:: Description of the task ::
Report each line of the entries that contains the word "canvas", copied in full.

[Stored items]
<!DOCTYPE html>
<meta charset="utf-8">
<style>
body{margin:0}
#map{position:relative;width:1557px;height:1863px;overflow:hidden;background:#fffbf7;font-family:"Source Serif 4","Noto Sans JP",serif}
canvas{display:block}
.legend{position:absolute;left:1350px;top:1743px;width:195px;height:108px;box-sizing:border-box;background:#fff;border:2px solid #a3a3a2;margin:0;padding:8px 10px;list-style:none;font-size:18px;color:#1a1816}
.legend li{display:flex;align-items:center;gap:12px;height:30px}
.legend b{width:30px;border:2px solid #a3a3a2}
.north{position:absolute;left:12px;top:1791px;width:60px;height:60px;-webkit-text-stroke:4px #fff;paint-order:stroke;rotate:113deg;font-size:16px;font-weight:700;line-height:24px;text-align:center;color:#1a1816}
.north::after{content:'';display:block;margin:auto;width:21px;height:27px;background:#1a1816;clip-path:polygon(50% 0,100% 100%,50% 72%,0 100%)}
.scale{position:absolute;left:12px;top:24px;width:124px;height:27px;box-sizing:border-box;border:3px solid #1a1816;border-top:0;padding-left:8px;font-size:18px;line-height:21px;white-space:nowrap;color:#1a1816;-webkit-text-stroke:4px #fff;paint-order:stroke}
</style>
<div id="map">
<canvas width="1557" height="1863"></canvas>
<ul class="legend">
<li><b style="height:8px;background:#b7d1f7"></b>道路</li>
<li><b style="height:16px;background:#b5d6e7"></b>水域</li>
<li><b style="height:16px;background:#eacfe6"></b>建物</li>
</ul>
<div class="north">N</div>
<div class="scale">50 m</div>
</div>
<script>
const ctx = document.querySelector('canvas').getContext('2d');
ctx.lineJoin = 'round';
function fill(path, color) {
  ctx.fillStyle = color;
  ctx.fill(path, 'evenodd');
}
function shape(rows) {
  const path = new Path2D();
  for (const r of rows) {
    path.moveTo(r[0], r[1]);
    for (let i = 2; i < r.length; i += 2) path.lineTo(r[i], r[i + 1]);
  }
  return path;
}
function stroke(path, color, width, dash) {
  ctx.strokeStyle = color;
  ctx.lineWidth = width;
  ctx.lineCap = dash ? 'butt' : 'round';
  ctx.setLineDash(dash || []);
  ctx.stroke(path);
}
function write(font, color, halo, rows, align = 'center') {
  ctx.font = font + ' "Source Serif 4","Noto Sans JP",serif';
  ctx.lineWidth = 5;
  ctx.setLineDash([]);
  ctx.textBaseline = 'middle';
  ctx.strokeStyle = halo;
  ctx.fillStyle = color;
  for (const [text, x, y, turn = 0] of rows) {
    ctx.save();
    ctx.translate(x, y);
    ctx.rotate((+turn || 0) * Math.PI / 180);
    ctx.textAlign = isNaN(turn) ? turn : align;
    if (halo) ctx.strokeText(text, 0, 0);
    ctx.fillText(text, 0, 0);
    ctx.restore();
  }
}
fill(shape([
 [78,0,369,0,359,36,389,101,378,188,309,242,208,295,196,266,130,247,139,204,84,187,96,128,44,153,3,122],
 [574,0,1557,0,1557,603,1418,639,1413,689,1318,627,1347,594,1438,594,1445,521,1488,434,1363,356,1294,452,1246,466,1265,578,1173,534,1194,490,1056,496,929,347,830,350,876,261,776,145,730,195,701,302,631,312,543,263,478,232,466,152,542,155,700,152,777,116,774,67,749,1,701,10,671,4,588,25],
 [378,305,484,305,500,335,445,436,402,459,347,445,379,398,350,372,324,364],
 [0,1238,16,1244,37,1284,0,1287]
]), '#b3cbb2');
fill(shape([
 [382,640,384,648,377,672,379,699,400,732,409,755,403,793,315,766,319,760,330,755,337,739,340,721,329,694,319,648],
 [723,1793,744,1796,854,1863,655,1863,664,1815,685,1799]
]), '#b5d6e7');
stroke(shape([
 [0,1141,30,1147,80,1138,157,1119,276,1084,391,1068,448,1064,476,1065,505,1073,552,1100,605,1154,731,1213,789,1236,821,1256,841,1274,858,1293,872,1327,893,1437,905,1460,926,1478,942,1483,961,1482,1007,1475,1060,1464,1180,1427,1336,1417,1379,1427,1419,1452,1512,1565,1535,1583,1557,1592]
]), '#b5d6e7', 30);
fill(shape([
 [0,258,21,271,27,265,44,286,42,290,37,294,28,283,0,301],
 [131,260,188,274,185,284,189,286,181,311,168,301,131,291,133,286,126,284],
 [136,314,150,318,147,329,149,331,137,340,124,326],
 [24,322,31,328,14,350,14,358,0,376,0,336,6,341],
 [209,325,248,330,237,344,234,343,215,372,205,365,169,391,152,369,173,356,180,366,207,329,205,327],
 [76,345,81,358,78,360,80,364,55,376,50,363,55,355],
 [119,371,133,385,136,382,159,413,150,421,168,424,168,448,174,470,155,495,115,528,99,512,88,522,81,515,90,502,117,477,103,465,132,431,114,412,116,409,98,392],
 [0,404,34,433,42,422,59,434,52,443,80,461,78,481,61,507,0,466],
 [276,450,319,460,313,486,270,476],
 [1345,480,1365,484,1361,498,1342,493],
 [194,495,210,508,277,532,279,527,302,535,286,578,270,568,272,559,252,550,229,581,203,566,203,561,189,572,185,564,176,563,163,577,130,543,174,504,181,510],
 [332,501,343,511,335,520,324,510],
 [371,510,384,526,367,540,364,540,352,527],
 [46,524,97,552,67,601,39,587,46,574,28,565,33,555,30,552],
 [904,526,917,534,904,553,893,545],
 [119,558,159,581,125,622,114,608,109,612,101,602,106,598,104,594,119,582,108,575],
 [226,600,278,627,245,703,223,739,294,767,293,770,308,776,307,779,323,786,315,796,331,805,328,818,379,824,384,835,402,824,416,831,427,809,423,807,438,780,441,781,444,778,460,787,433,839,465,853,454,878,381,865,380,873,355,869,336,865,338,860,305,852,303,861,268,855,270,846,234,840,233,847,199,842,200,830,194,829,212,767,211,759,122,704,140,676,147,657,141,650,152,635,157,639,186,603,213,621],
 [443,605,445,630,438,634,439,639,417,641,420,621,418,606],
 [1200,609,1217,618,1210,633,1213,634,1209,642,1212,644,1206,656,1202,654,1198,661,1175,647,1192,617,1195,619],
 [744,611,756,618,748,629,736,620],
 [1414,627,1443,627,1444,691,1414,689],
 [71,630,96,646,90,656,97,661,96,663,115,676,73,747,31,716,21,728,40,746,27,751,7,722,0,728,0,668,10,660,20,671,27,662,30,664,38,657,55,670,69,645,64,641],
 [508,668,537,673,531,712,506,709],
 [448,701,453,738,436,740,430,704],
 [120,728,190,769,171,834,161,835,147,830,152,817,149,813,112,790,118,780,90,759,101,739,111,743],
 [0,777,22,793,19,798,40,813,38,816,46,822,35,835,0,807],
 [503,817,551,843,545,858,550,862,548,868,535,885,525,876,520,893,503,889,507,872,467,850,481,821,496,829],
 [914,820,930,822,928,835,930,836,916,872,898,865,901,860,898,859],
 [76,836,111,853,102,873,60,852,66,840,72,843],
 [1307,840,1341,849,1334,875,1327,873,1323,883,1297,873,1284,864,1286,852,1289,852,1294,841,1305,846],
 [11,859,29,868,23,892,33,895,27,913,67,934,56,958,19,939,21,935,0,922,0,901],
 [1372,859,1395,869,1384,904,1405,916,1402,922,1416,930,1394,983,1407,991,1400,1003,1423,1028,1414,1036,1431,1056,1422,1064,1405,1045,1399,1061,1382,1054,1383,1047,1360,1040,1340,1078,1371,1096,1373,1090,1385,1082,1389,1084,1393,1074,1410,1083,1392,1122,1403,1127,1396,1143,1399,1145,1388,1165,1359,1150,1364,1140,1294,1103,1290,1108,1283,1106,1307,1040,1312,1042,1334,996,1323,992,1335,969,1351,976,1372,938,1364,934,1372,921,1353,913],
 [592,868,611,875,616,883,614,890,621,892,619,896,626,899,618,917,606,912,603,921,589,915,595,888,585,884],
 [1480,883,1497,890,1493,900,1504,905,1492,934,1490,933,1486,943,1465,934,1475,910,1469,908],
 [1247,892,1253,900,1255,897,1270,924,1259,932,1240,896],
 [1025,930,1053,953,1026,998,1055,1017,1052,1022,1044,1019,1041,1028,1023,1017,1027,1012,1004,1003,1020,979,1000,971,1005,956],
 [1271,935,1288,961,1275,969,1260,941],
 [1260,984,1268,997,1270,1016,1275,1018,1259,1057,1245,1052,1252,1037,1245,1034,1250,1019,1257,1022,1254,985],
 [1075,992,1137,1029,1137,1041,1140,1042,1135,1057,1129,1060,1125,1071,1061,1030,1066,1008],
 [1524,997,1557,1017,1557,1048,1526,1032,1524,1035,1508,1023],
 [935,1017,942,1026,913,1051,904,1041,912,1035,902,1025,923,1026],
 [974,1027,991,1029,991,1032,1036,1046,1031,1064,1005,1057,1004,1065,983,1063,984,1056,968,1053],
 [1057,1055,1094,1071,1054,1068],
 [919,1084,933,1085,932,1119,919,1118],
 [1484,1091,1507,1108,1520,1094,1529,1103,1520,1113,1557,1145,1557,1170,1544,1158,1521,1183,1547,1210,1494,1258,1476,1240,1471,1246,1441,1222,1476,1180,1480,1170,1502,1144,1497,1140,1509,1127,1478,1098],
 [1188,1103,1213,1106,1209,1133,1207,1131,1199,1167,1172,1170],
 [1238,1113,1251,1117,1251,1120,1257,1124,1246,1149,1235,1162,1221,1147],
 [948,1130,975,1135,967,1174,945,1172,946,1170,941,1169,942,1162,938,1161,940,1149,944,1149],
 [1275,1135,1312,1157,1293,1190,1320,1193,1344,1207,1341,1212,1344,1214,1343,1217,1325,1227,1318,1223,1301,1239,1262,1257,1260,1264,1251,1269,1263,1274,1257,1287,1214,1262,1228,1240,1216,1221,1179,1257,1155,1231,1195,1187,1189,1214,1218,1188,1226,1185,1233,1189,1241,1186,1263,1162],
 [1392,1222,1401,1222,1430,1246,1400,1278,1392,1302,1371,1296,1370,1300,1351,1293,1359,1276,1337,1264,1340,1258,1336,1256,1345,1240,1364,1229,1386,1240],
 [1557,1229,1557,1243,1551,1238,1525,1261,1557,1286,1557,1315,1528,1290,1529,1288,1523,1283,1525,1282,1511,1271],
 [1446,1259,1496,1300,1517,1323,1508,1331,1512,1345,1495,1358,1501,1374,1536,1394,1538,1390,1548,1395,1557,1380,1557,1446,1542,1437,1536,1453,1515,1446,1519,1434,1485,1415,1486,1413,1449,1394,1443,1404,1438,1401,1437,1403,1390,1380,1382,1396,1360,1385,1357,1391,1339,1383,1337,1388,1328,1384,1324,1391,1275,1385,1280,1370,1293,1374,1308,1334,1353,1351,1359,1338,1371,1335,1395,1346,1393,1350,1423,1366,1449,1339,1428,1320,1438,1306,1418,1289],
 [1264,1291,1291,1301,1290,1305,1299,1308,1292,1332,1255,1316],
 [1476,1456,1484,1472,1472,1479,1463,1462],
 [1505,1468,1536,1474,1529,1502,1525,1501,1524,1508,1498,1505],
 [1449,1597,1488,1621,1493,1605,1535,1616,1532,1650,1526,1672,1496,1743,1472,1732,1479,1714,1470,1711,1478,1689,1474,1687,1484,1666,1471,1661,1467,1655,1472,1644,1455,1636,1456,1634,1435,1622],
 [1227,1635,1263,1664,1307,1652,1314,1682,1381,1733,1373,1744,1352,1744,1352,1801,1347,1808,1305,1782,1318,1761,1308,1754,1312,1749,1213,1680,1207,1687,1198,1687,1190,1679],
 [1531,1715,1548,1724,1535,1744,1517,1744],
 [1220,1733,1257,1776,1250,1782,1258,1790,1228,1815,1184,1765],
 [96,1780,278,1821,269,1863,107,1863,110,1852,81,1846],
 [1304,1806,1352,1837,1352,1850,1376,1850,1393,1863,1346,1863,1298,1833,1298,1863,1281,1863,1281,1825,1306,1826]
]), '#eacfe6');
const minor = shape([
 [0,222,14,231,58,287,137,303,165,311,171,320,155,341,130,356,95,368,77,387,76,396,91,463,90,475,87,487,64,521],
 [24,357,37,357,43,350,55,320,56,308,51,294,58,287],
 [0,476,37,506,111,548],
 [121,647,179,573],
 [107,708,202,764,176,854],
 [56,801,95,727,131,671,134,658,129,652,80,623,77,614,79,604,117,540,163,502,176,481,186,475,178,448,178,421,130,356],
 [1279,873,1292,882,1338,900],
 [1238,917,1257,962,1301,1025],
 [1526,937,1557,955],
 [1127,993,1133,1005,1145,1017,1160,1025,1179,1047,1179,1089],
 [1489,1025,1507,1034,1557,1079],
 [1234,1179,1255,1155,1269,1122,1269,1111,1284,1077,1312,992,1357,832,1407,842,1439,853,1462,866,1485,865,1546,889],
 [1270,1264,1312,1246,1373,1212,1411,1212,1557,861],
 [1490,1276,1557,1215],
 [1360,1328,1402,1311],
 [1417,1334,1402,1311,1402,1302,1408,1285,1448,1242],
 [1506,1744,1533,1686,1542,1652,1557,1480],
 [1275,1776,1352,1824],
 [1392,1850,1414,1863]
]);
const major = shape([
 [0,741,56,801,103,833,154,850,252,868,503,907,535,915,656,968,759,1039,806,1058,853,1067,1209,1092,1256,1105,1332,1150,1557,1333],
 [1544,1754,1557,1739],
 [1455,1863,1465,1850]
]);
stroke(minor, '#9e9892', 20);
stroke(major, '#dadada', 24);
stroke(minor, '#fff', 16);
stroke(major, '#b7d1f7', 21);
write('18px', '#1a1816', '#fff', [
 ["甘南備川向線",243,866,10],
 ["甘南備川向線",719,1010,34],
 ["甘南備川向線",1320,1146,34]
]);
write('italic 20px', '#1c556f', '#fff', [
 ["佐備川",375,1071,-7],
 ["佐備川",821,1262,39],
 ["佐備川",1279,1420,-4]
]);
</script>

:: Expected output ::
canvas{display:block}
<canvas width="1557" height="1863"></canvas>
const ctx = document.querySelector('canvas').getContext('2d');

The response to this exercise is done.